GREENS AND BLUES 21/12/21
WE ARE SO GRATEFUL TO MAMMA’S IRISH ITALIAN FISH SHOPS
So how did a surge of emigration from a few square miles of an impoverished southern Italy near Lazio outside Rome in the last century lead to the creation of our national chip shop? Everyone is familiar with their local Italian chipper, they are dotted all over the country and now we see third and fourth generations at the helm dishing up the battered cod and home cut chunky chips that is about as far removed from what their ancestors were eating back in the homeland of pasta and pizza, though Italy now claims to have actually invented fish and chips but the English and Scottish were the real pioneers of the fish supper who also had an influx of the Italians at the same time.
It was very easy to see why any Italians making their home here would emulate what they saw in the UK en route. They now have their own trade association here and are as Irish as the Irish themselves now. They brought their excellent ice cream making skills too and some of those families are still churning that out also.
The first Irish shop was in modern day Pearse street at the turn of the century by the Cervi family and the Marcari’s and Borza’s soon followed even though they had a rival in Ukrainian Ivan Beshoff at the same time whose shops still exist today as well. Now there are dozens of families running hundreds of chippers all over the country, I was involved with the Cassoni family from Bray in Wicklow helping them set up another restaurant with them one time. They too had arrived from the motherland with all the passion and skill that made them an institution on the Bray seafront to this day.
One irony is most spuds used here for chips are English as our damp soil does not produce a good chip potato like the maris piper variety that is needed. It’s thanks to the Italians that the cooking is now also done in vegetable oil instead of the old beef dripping which really had lent a superb taste to the product by the way but maybe not as healthy.
The fish too is mostly filleted and frozen at sea these days to ensure constant supply and price.
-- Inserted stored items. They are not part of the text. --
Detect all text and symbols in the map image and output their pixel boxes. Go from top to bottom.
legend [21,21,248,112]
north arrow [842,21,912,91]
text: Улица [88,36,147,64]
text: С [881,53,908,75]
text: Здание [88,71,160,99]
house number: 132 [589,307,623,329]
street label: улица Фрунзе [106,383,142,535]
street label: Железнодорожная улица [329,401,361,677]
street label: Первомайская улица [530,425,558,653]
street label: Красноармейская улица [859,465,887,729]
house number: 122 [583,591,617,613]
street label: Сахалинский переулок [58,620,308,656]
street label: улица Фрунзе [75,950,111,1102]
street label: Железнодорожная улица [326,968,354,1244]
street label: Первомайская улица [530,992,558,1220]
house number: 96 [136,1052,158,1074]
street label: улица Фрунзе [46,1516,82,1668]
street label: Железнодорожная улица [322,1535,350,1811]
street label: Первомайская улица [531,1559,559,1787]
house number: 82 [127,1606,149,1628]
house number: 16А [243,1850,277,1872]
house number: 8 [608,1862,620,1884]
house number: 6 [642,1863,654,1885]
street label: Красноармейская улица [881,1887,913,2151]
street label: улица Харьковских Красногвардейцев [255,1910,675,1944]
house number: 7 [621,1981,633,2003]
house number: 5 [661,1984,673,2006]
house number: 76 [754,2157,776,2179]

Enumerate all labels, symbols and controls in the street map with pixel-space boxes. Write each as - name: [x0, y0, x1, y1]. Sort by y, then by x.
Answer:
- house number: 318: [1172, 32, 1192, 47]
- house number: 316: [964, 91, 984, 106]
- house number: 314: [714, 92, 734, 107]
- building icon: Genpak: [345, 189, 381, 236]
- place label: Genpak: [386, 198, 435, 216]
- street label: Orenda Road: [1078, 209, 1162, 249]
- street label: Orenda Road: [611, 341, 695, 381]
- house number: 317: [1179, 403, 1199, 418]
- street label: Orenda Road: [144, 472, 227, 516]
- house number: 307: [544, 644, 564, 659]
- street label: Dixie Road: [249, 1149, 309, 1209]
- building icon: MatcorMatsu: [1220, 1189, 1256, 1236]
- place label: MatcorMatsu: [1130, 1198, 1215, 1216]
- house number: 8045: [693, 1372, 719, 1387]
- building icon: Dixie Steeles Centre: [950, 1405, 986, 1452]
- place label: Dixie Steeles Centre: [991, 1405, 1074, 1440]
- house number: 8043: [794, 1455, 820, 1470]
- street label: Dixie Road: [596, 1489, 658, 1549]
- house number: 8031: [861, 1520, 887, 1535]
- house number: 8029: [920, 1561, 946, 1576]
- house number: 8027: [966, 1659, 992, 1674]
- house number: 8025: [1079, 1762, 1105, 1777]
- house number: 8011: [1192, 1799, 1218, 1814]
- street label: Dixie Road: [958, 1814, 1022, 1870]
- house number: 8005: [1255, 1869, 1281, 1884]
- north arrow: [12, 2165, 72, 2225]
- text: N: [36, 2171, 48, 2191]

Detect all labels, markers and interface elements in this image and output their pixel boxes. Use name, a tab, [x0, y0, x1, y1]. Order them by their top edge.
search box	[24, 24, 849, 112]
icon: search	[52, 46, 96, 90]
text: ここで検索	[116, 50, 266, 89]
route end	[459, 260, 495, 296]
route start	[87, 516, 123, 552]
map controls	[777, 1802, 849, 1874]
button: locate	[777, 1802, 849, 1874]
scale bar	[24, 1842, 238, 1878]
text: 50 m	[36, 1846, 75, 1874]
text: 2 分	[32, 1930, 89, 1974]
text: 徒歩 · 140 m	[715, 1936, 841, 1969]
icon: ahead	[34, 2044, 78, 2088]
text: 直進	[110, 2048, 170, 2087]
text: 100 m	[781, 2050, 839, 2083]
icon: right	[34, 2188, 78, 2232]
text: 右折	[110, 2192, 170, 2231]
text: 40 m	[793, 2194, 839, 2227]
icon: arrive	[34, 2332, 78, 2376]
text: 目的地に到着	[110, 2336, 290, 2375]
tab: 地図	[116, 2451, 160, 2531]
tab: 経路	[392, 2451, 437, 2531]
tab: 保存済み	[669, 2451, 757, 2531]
You do not want your price at the counter fluctuating up and down with the weekly prices on the fresh fish market now do you or perhaps have none at all if there is a storm? It’s actually fine when treated properly but not all of them go to the bother of taking out the pesky pin bones and this is a worry for a lot of customers. There is nothing worse than biting into beautiful batter, delicious chips and then finding crunchy bones to choke on. I had this experience last summer at one outlet and I just gave it back to them over the counter and walked out after paying over a tenner for the privilege. They were too busy to care. Some of the chippers are not run at all by Italians any more having sold them onto other owners. Standards have slipped in a few places for sure.
My very first taste of the quintessential Italian chipper was here in Navan as a child in the legendary town centre Valley Cafe where the Forte family as relative late comers set up shop in the early sixties. It has not changed so much which is a good thing of course and every now and again I take a trip down memory lane to sample their fish and chips. I have just had my regular tasting and they are as good as ever. Navan has had a long love affair with Italy having being twinned with two locations there so food is definitely a way to the heart. Now there was a moment when a certain goal was scored that tainted that affection but we have long kissed and made up and all is forgiven in love, war and food for that matter.